=== Work item ===
Pull each line holding the word "white" from the data.

[Collected data entries]
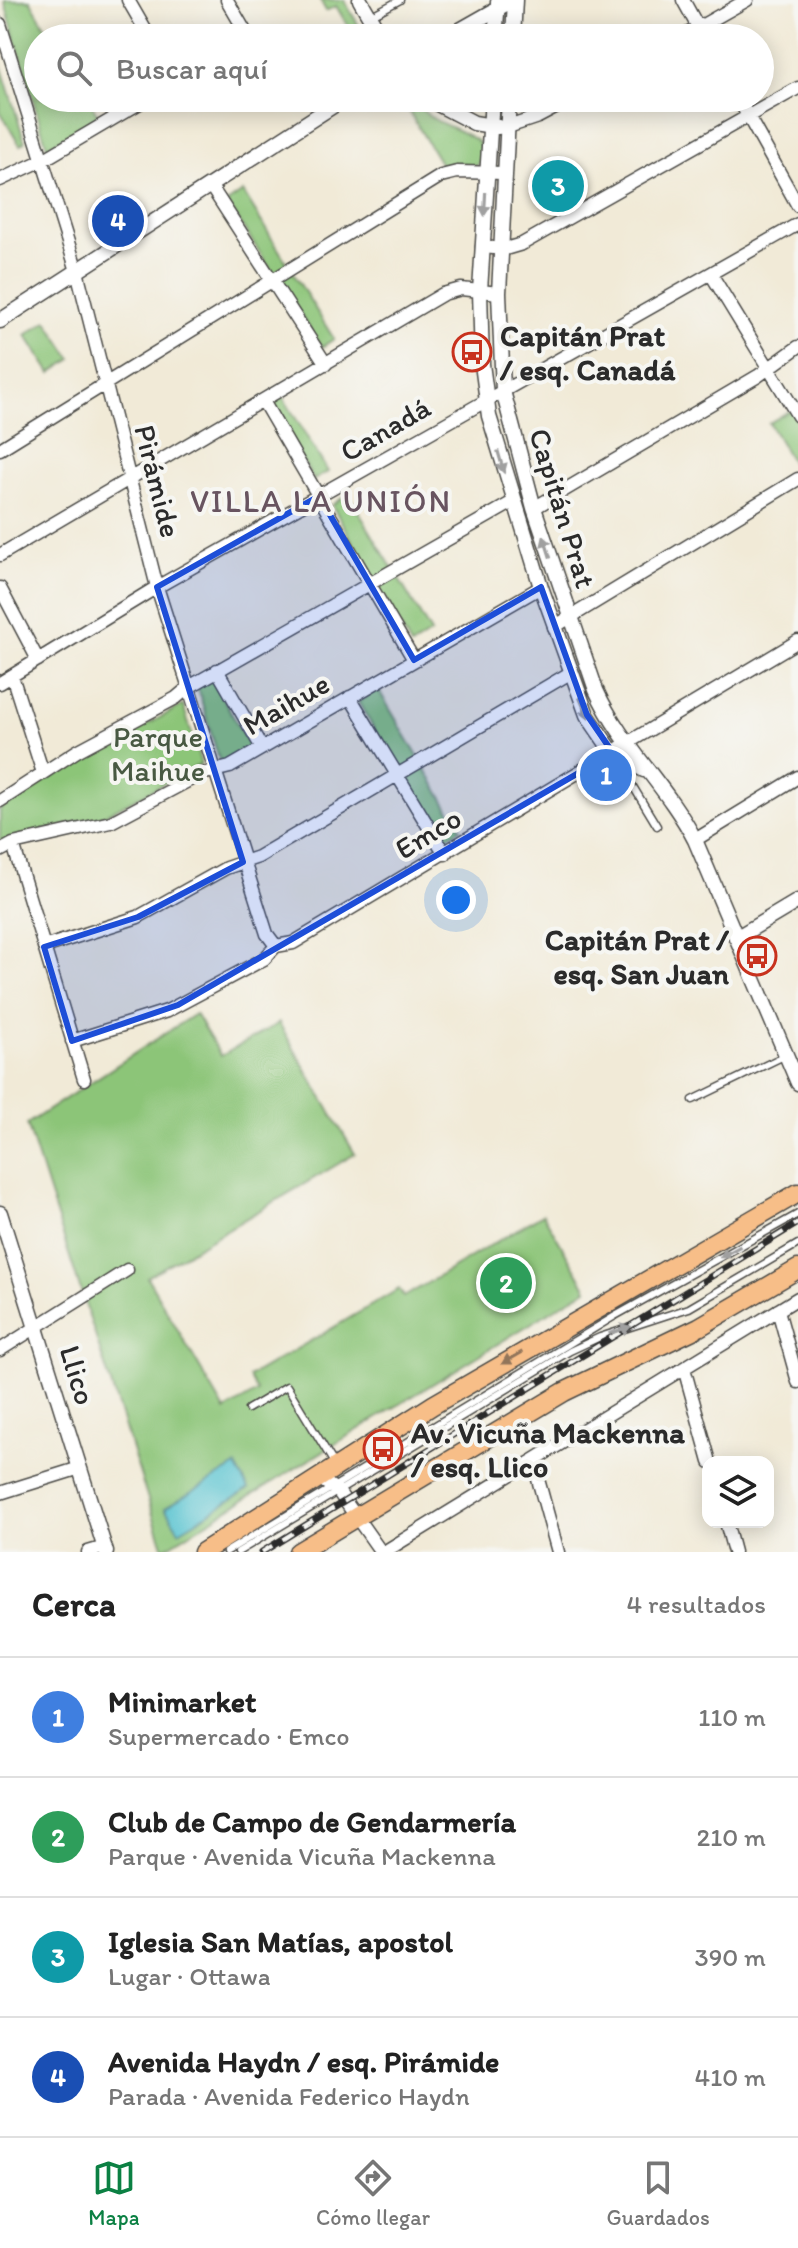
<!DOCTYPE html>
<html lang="es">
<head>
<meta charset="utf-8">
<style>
  body { margin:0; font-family:Itim,sans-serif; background:#f2f2f2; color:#222 }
  .controls { position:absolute; right:24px; bottom:24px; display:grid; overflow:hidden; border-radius:16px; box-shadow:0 4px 20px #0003 }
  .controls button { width:72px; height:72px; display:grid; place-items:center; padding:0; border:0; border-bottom:2px solid #e0e0e0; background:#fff; color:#222; font:40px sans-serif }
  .you { position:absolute; left:456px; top:900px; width:28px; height:28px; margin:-20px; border:6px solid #fff; border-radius:50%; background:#1a73e8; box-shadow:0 0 0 12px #1a73e833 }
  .badge { display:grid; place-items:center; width:52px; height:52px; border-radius:50%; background:#0b8043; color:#fff; font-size:26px; font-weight:700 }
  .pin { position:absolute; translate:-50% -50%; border:4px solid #fff; box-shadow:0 2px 8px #0006 }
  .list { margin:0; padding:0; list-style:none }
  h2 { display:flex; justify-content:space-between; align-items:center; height:104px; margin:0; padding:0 32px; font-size:34px }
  h2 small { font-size:26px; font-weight:400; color:#767676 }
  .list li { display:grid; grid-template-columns:52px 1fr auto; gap:24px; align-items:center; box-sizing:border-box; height:120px; padding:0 32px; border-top:2px solid #e0e0e0 }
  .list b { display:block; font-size:30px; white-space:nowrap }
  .list p { margin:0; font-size:26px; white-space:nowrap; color:#767676 }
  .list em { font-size:26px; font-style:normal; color:#767676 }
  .icon { flex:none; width:44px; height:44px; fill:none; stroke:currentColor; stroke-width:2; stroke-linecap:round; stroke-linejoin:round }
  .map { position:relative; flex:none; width:798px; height:1552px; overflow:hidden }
  .search { position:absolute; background:#fff; box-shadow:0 4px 20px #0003; left:24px; right:24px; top:24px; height:88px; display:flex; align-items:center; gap:20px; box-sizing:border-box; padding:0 28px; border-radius:44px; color:#767676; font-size:30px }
  .sheet { height:584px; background:#fff }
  nav { display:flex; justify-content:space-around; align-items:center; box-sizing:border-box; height:112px; border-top:2px solid #e0e0e0; background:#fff; font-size:22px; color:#767676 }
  nav a { display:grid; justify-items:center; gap:4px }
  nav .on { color:#0b8043 }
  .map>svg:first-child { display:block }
</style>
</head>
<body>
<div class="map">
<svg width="798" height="1552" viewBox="0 0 798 1552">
  <rect width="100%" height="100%" fill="#f6f6f2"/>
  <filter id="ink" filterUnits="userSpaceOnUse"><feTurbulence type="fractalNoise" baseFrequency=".0125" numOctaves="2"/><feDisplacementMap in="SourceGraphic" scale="16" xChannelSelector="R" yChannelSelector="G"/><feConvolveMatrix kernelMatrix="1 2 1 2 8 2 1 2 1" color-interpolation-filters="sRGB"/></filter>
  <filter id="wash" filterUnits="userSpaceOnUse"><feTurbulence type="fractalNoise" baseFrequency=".006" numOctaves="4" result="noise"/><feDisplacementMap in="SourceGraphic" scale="32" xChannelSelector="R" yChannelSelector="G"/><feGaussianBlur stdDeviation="1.8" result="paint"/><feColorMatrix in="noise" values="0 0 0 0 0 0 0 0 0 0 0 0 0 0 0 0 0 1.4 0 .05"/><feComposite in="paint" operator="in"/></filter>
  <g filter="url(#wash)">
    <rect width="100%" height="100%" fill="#f1ead7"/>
    <path fill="#8cc578" stroke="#5c7852" stroke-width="2" d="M4,0H30L52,38H38V98H88L99,117L47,147Z
      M320,0H344L366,38H355L336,6L326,11Z
      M0,62L25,142L20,145L0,111Z
      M401,98C414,101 423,112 434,119C449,129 504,141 475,167L461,163L443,168Z
      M243,192L334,339L322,347L227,203Z
      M47,321L72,359L51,373L26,335Z
      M283,397L328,472L314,480L269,405Z
      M798,406V473L769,423Z
      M348,494L431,633L411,646L332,505Z
      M212,678L250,747L220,763L197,686Z
      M378,689L461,829L441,841L358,702Z
      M183,705L201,764L101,817L11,839L0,846V809L46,780Z
      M195,1014L221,1056L279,1023L355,1154L147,1277L225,1411L257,1392L249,1377L399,1289L404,1297L543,1214L587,1289L164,1549L27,1124Z"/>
    <path fill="#57c3d0" stroke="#41777e" stroke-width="2" d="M236,1466L249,1489L179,1531L165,1508Z"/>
  </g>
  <g filter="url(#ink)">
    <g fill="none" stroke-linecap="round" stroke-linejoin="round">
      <defs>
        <path id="service" d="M372,15L400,0
          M617,760L657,826
          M693,1100L786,1055
          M248,1409L287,1386L335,1465
          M226,1552L615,1316L798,1214
          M238,1552L570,1351L600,1337L689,1308L798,1244"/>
        <path id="minor" d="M128,0L150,38
          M227,0L249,38
          M683,0L704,38
          M0,24L77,271L157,587L267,934L276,946
          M680,38L747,0
          M738,98L798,206
          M508,127L538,117L574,98
          M0,180L43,160L148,98
          M210,185L326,364
          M482,247L505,249L522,244L798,88
          M711,274L798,416
          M263,401L414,660
          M0,449L441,176L457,172L505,173
          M534,508L758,376L798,347
          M0,555L443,294L461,289L499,293
          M0,588L38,660
          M554,627L798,479
          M217,670L262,748
          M12,676L43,773
          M0,683L157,587L798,224
          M350,697L445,854
          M0,801L77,751L176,698L189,687L513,502
          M695,840L798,777
          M13,844L84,1079
          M0,851L13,844L111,822L201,774L230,767L541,587
          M276,946L293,943L798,641
          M44,947L138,917L226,868L258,857L570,673
          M72,1041L167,1011L264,959L276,946
          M778,1310L798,1382
          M0,1350L127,1270
          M684,1368L710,1462
          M533,1461L558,1552
          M317,1477L338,1491L381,1552
          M0,1493L80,1468
          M726,1522L734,1552
          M88,1552L105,1547
          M384,1552L798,1298"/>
        <path id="tertiary" d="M360,0L382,38
          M446,38L513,0
          M495,38L498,2
          M513,38L515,0
          M426,98L474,123L498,127
          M492,98L480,291L482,364L489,416L541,587L587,715L613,753L644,770
          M509,98L499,293L503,391L534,508L596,690C621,746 667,786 695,840L798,1083
          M0,321L345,98
          M736,938L798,901
          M0,1213L106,1552"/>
        <path id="primary" d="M203,1552L433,1405L798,1193
          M298,1552L564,1392L699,1327L798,1269"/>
      </defs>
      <use href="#service" stroke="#494845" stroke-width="9"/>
      <use href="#minor" stroke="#494845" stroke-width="15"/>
      <use href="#tertiary" stroke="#494845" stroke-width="17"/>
      <use href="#primary" stroke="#494845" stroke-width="21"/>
      <use href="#service" stroke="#fff" stroke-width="6"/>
      <use href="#minor" stroke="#fff" stroke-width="12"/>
      <use href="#tertiary" stroke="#fff" stroke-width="14"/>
      <use href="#primary" stroke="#f7be88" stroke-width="18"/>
      <defs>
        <path id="rail" d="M262,1552L798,1223"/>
      </defs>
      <use href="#rail" stroke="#2b2b2b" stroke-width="7"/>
      <use href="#rail" stroke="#f6f6f2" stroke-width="4" stroke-dasharray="12" stroke-linecap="butt"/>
    </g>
    <defs><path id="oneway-solid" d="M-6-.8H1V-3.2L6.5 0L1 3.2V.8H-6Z" transform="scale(2)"/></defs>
    <g fill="#a0a0a0">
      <use href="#oneway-solid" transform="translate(485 204) rotate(93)"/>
      <use href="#oneway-solid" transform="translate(501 462) rotate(74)"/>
      <use href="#oneway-solid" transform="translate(547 547) rotate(-108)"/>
      <use href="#oneway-solid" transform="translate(584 708) rotate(67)"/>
      <use href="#oneway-solid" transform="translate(730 1252) rotate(151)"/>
      <use href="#oneway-solid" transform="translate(620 1330) rotate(-18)"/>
    </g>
    <use fill="#91745a" href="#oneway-solid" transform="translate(512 1358) rotate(150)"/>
  </g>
  <path fill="#1d4ed8" fill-opacity="0.2" stroke="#1d4ed8" stroke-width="6" stroke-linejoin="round" d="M319,496L414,660L541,587L587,715L613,753L178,1005L72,1041L44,947L138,917L243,862L157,587Z"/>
  <defs>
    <symbol id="bus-ring" viewBox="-11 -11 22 22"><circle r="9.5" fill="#f6f6f2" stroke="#c8321e" stroke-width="1.5"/><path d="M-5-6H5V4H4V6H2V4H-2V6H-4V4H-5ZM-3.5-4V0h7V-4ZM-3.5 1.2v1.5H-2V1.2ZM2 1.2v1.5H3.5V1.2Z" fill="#c8321e"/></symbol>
  </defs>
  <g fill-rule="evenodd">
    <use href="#bus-ring" x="450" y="330" width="44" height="44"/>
    <use href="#bus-ring" x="735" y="934" width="44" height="44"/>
    <use href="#bus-ring" x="361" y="1427" width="44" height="44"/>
  </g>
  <g text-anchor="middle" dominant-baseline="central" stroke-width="8" stroke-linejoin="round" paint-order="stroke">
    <g font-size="30" font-weight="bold" fill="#2b2b2b" stroke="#f6f6f2" text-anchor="start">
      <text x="500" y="335">Capitán Prat<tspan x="500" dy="34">/ esq. Canadá</tspan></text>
      <text x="729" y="939" text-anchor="end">Capitán Prat /<tspan x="729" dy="34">esq. San Juan</tspan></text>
      <text x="411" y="1432">Av. Vicuña Mackenna<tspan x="411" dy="34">/ esq. Llico</tspan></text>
    </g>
    <g font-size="30" fill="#2b2b2b" stroke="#f6f6f2">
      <text transform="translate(385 429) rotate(-30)">Canadá</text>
      <text transform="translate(158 481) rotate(76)">Pirámide</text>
      <text transform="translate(563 508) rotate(73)">Capitán Prat</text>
      <text transform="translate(286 704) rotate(-30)">Maihue</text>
      <text transform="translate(428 833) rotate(-31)">Emco</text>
      <text transform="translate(78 1375) rotate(73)">Llico</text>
    </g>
    <g font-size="30" fill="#485942" stroke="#f6f6f2">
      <text x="158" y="736">Parque<tspan x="158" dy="34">Maihue</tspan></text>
    </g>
    <g font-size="32" letter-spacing="2" fill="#685460" stroke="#f6f6f2">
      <text x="321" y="501">VILLA LA UNIÓN</text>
    </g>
  </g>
</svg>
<div class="controls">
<button><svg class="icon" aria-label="layers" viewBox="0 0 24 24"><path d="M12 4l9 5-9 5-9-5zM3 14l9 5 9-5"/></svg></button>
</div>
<div class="you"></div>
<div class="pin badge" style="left:606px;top:775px;background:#3f7fe0">1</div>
<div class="pin badge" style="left:506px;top:1283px;background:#2e9e5b">2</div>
<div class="pin badge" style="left:558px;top:186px;background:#0f9aa8">3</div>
<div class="pin badge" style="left:118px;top:221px;background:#1a4fb4">4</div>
<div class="search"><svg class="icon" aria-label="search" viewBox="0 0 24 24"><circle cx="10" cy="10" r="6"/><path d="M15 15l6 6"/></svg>Buscar aquí</div>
</div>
<section class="sheet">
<h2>Cerca<small>4 resultados</small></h2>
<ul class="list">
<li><span class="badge" style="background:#3f7fe0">1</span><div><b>Minimarket</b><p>Supermercado · Emco</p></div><em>110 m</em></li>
<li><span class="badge" style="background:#2e9e5b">2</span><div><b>Club de Campo de Gendarmería</b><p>Parque · Avenida Vicuña Mackenna</p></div><em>210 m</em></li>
<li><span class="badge" style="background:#0f9aa8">3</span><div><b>Iglesia San Matías, apostol</b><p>Lugar · Ottawa</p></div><em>390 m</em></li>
<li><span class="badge" style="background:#1a4fb4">4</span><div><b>Avenida Haydn / esq. Pirámide</b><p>Parada · Avenida Federico Haydn</p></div><em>410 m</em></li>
</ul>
</section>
<nav>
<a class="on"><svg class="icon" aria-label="map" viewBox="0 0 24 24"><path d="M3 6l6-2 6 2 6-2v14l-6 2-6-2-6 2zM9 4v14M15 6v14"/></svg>Mapa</a>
<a><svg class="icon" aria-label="directions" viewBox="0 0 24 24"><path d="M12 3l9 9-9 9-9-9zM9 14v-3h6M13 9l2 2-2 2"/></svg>Cómo llegar</a>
<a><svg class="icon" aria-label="saved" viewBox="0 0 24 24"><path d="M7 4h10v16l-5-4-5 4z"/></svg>Guardados</a>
</nav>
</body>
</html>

=== Response to this task ===
  .list b { display:block; font-size:30px; white-space:nowrap }
  .list p { margin:0; font-size:26px; white-space:nowrap; color:#767676 }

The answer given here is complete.